In the records below, find the line with "context.strokeStyle = halo;" and the line with "M972 0H1234L1257 56 1023 219 960 71Z"; return exactly those lines and every line between them.

◆ Dataset entries
=======
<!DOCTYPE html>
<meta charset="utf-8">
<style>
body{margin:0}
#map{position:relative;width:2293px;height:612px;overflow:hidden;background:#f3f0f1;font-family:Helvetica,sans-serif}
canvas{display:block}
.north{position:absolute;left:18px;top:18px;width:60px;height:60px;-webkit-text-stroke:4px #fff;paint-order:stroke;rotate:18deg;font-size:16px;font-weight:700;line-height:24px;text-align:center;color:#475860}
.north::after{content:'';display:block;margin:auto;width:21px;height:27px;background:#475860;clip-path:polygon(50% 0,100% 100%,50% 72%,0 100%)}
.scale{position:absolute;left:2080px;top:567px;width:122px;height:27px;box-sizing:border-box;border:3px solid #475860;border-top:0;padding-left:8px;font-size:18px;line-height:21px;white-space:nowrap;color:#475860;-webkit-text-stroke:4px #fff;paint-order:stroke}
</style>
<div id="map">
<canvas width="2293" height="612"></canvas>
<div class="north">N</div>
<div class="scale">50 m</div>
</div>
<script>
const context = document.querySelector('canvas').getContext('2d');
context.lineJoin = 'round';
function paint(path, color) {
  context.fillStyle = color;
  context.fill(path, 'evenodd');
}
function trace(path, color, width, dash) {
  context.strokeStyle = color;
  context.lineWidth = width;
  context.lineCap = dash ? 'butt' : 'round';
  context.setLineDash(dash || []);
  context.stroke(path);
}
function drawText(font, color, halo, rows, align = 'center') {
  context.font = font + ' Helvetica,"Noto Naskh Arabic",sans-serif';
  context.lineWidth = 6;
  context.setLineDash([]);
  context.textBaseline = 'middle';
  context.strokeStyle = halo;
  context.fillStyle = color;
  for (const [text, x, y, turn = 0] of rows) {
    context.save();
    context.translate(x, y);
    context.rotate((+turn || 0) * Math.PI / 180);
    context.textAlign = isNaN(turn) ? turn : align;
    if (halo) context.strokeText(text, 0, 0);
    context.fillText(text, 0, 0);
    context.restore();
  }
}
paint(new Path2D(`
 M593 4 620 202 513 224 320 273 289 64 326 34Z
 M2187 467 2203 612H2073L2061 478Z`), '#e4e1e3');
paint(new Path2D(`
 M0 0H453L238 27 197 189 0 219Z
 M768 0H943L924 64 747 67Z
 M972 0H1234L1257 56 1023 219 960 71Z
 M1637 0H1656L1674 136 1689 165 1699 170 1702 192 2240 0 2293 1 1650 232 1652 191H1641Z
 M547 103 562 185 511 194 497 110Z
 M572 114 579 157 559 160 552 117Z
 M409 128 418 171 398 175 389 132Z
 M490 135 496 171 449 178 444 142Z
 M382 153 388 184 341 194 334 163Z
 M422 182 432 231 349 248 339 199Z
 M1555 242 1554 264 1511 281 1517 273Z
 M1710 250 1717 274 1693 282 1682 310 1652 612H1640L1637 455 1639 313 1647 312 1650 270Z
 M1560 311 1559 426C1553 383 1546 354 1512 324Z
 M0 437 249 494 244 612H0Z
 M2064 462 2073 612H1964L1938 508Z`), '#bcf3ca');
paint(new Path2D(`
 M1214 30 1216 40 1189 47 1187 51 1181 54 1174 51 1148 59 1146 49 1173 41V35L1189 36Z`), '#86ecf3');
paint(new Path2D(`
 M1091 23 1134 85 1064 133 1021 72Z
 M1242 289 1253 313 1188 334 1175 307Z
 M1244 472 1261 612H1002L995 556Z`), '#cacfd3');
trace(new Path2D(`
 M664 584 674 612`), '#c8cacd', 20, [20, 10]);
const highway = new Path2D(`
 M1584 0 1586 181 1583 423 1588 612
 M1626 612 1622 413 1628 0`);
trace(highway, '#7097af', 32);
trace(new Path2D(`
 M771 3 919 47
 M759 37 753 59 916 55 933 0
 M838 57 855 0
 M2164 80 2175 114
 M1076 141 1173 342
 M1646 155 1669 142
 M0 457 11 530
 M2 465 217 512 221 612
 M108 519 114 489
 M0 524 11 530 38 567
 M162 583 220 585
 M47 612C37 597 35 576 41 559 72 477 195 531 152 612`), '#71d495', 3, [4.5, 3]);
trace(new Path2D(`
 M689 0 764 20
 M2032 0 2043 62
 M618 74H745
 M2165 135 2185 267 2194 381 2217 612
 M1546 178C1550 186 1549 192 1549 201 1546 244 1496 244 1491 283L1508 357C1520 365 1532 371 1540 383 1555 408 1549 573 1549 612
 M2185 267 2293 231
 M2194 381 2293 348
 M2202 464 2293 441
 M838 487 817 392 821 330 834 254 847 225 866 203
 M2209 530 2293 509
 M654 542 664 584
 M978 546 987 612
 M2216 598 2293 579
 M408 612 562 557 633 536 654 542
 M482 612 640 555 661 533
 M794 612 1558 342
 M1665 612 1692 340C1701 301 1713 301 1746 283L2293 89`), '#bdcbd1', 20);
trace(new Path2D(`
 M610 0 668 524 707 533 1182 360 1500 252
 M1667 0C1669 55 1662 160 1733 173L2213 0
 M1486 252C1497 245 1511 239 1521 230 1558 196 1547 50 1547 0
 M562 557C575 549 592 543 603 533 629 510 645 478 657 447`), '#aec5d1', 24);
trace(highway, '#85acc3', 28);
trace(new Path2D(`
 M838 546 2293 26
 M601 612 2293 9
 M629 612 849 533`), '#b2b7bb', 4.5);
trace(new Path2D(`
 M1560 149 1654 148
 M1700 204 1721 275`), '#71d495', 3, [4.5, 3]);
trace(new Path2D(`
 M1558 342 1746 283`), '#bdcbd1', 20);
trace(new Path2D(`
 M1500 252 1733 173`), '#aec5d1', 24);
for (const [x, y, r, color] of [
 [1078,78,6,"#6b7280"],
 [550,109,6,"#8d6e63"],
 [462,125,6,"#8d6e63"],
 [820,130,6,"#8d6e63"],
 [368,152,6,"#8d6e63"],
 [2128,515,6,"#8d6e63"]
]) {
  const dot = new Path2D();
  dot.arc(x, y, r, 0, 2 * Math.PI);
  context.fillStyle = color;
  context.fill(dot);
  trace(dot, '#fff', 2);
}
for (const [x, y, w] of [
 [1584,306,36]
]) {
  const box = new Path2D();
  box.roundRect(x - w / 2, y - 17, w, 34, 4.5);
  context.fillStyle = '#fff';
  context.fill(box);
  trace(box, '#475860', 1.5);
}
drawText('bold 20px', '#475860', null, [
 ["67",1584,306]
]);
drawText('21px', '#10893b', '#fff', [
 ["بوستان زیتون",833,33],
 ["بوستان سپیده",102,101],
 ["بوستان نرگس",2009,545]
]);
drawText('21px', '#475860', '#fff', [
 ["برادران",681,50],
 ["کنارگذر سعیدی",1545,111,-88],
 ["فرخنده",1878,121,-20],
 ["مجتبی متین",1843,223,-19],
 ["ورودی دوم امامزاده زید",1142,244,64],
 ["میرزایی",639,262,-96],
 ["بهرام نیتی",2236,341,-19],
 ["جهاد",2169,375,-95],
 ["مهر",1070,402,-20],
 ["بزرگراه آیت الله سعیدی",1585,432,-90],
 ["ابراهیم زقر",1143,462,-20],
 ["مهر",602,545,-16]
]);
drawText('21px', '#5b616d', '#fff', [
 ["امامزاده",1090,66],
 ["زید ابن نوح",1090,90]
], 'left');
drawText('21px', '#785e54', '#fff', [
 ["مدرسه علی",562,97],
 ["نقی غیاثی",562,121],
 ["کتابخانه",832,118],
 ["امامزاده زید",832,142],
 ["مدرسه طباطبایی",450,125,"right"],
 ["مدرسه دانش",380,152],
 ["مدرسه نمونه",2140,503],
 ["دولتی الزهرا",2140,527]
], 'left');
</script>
=======
◆ SOLUTION FOR THIS TASK
  context.strokeStyle = halo;
  context.fillStyle = color;
  for (const [text, x, y, turn = 0] of rows) {
    context.save();
    context.translate(x, y);
    context.rotate((+turn || 0) * Math.PI / 180);
    context.textAlign = isNaN(turn) ? turn : align;
    if (halo) context.strokeText(text, 0, 0);
    context.fillText(text, 0, 0);
    context.restore();
  }
}
paint(new Path2D(`
 M593 4 620 202 513 224 320 273 289 64 326 34Z
 M2187 467 2203 612H2073L2061 478Z`), '#e4e1e3');
paint(new Path2D(`
 M0 0H453L238 27 197 189 0 219Z
 M768 0H943L924 64 747 67Z
 M972 0H1234L1257 56 1023 219 960 71Z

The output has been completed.